__EXERCISE DESCRIPTION__:
Below are some entries; state how many of their lines include the word "nowrap" and give no more than that number.

__DATA RECORDS__:
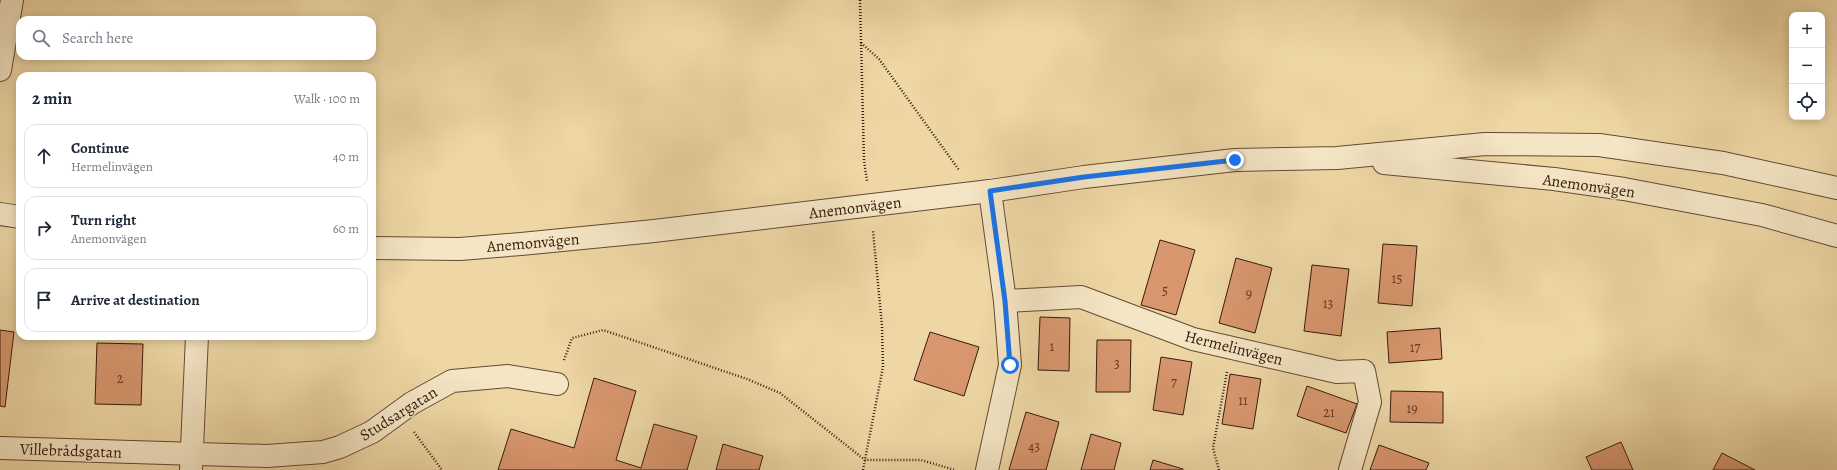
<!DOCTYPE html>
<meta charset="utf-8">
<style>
:root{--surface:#fff;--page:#f6f6f7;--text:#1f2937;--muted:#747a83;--line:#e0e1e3}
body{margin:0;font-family:Alegreya,serif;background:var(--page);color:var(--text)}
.controls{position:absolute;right:12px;top:12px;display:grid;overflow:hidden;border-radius:8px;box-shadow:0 2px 10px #0003}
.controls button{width:36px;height:36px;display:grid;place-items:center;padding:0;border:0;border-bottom:1px solid var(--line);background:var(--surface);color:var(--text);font:20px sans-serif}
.stop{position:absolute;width:12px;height:12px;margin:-9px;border:3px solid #1a73e8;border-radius:50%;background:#fff}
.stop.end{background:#1a73e8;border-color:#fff;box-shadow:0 1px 4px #0008}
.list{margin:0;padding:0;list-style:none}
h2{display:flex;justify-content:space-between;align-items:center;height:52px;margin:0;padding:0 16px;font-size:17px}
h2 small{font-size:13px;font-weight:400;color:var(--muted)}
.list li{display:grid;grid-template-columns:26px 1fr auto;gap:12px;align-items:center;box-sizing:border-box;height:64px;margin:0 8px 8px;padding:0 8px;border:1px solid var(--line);border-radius:12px}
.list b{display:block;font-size:15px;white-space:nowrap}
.list p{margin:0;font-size:13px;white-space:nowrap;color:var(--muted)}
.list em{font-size:13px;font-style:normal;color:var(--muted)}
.icon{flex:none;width:22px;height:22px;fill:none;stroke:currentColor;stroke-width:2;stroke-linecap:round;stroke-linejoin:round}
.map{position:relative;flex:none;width:1837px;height:470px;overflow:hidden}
.search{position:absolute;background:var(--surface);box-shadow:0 2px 10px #0003;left:16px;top:16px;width:360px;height:44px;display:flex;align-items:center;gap:10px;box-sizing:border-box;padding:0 14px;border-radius:12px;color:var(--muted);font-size:15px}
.panel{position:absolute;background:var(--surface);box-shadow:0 2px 10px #0003;left:16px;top:72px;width:360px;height:268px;border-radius:12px}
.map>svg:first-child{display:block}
.building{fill:#d9976f;stroke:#371a0e}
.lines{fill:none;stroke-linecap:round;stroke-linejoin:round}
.minor-casing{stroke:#654934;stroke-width:24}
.path{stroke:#371a0e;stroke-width:2.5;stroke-dasharray:1 2;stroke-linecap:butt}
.minor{stroke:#f4e5c4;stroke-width:22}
.route{stroke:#1a73e8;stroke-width:5}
.labels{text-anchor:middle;stroke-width:3;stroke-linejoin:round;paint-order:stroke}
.number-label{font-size:14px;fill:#603926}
.street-label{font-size:16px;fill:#371a0e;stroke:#f4e5c4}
</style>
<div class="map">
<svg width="1837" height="470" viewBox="0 0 1837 470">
<rect width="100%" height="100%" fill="#eed7a5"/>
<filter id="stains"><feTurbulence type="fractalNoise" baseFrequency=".005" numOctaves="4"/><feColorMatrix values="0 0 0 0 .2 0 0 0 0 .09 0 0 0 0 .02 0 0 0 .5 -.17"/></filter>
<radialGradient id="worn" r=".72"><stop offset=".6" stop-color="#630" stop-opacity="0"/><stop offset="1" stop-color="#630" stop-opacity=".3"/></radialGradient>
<g class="building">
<polygon points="1160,240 1195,250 1176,315 1141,305"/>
<polygon points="1383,244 1417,246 1412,306 1378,303"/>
<polygon points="1236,258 1272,268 1255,333 1219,323"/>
<polygon points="1312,265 1349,269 1341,336 1304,331"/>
<polygon points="1040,317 1070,318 1069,371 1038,370"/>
<polygon points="1440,328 1442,359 1389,363 1387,332"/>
<polygon points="0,330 14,332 5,407 0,406"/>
<polygon points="930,332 979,347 964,396 914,380"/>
<polygon points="1097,340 1131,340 1130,392 1096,392"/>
<polygon points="97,343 143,344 141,405 95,404"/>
<polygon points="1161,357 1192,362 1183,415 1153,410"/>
<polygon points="1230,374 1261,379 1253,429 1222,424"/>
<polygon points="594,378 636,391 616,460 641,468 654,424 697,436 687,470 498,470 511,429 574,448"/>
<polygon points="1307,386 1357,404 1346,433 1297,416"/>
<polygon points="1391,391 1443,392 1443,423 1390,422"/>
<polygon points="1026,412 1059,422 1046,470 1009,470"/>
<polygon points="1091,434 1121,443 1114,470 1081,470"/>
<polygon points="1621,442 1633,470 1592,470 1586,457"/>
<polygon points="723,444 763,456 759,470 716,470"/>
<polygon points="1379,445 1429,463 1426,470 1370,470"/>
<polygon points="1722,453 1755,470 1713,470"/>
<polygon points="1153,460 1183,469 1183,470 1150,470"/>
</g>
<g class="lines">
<defs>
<g id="minor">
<polyline points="0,70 12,0"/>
<polyline points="1384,163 1554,179 1624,189 1762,215 1837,236"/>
<polyline points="0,214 20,217"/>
<polyline points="372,248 460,249 521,244 654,231 990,191 1084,177 1235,160 1337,158 1485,144 1599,145 1723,163 1837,188"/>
<polyline points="1005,301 1081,297 1193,339 1337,372 1364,371 1370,402 1350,470"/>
<polyline points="0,448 267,456 323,452 340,447 372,432 412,403 452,381 508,376 557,384"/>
<polyline points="191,470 197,336"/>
<polyline points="987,470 1010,365 1005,301 990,191"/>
</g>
</defs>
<use href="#minor" class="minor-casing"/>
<g class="path">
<polyline points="860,0 864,161 867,181"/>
<polyline points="861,43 879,59 959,170"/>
<polyline points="564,360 572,338 603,330 747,379 780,393 865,460 921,460 955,470"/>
<polyline points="414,432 442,470"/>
<polyline points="863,470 883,367 882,326 873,231"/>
<polyline points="1219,470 1213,448 1227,372"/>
</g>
<use href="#minor" class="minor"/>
</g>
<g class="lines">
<polyline class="route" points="1010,365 1005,301 990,191 1084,177 1235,160"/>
</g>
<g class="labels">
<g class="number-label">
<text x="1397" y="283">15</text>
<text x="1165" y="295">5</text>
<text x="1249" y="298">9</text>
<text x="1328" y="308">13</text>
<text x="1052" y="351">1</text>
<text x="1415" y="352">17</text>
<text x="1117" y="368">3</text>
<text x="120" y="383">2</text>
<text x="1174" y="387">7</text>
<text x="1243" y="405">11</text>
<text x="1412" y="413">19</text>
<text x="1329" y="417">21</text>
<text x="1034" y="451">43</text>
</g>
<g class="street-label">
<text transform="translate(1589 185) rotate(8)" y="6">Anemonvägen</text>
<text transform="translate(855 207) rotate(-7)" y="6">Anemonvägen</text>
<text transform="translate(533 242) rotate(-5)" y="6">Anemonvägen</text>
<text transform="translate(1234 347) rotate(14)" y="6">Hermelinvägen</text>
<text transform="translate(398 413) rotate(-32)" y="6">Studsargatan</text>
<text transform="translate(71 450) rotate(2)" y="6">Villebrådsgatan</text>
</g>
</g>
<rect width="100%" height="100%" filter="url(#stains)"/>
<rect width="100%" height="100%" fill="url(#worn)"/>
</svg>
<div class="controls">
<button>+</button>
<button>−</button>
<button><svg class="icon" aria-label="locate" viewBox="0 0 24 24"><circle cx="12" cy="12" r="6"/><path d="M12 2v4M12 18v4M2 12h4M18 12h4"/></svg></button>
</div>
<div class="stop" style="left:1010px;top:365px"></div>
<div class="stop end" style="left:1235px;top:160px"></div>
<div class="search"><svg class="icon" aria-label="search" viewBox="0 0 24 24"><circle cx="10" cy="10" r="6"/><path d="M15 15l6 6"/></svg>Search here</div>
<section class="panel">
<h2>2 min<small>Walk · 100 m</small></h2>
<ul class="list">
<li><svg class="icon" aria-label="ahead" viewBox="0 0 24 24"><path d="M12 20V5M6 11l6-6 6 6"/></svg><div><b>Continue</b><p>Hermelinvägen</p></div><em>40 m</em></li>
<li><svg class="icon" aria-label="right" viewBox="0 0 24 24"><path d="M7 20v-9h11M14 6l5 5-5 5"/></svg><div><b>Turn right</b><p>Anemonvägen</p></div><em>60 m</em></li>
<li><svg class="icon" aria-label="arrive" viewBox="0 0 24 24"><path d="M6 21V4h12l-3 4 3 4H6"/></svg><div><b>Arrive at destination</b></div></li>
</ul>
</section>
</div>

__ANSWER BELOW__:
2